*** Opening of Provided records ***

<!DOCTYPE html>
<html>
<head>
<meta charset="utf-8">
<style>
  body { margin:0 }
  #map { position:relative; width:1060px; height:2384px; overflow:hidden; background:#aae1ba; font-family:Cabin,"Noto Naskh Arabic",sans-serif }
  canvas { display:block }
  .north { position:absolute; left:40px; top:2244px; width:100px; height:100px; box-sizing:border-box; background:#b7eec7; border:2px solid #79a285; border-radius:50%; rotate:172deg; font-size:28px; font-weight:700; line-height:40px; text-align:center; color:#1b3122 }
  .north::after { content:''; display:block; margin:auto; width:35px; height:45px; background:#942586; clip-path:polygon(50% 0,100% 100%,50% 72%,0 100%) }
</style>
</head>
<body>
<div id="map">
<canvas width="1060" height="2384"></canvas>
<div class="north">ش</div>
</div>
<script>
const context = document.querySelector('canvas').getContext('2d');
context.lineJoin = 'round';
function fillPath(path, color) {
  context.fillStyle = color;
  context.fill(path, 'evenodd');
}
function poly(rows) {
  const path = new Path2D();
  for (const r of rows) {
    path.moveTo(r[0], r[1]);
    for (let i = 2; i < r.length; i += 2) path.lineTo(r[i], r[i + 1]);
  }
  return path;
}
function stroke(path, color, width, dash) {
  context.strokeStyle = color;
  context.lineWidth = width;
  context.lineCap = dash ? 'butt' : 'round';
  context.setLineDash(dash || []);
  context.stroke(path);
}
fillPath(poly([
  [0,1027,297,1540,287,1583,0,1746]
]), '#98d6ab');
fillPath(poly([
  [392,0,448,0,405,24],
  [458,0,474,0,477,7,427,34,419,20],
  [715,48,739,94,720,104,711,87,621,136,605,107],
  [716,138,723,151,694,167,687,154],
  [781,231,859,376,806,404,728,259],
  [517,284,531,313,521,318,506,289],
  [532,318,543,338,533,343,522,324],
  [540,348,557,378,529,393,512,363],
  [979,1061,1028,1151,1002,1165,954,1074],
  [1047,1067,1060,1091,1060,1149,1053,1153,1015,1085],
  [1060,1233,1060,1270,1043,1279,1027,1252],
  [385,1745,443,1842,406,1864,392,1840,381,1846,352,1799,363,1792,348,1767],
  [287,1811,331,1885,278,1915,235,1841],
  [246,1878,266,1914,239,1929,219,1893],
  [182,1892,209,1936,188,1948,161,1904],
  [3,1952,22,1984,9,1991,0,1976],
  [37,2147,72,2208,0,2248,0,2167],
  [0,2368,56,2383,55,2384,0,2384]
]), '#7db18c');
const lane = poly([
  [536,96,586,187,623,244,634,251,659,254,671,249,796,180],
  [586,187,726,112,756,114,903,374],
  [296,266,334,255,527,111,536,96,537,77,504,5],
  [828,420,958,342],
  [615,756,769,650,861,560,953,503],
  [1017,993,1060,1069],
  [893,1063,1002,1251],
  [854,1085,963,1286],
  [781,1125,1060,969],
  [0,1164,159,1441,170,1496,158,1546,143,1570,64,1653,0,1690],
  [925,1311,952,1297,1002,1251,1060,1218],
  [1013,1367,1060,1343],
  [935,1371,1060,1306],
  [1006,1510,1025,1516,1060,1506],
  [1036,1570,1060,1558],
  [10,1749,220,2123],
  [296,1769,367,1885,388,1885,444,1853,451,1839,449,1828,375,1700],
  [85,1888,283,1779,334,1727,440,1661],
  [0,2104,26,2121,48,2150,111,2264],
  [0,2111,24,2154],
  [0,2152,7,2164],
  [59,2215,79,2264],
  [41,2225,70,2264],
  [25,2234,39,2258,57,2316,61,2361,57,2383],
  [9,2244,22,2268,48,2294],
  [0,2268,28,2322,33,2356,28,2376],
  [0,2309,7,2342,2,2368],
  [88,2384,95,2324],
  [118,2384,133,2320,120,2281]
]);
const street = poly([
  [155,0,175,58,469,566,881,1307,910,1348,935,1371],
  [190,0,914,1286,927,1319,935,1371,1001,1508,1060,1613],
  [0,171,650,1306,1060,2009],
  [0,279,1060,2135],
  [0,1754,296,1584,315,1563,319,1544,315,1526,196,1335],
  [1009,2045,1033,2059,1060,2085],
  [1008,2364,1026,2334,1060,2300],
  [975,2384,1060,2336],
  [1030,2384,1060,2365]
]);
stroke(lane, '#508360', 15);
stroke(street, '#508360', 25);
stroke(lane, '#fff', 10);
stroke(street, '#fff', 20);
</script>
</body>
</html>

*** Close of Provided records ***

#### What to produce
Check every line of the data for the string "font". Give the number of lines that have it, and only that.

#### Task output
2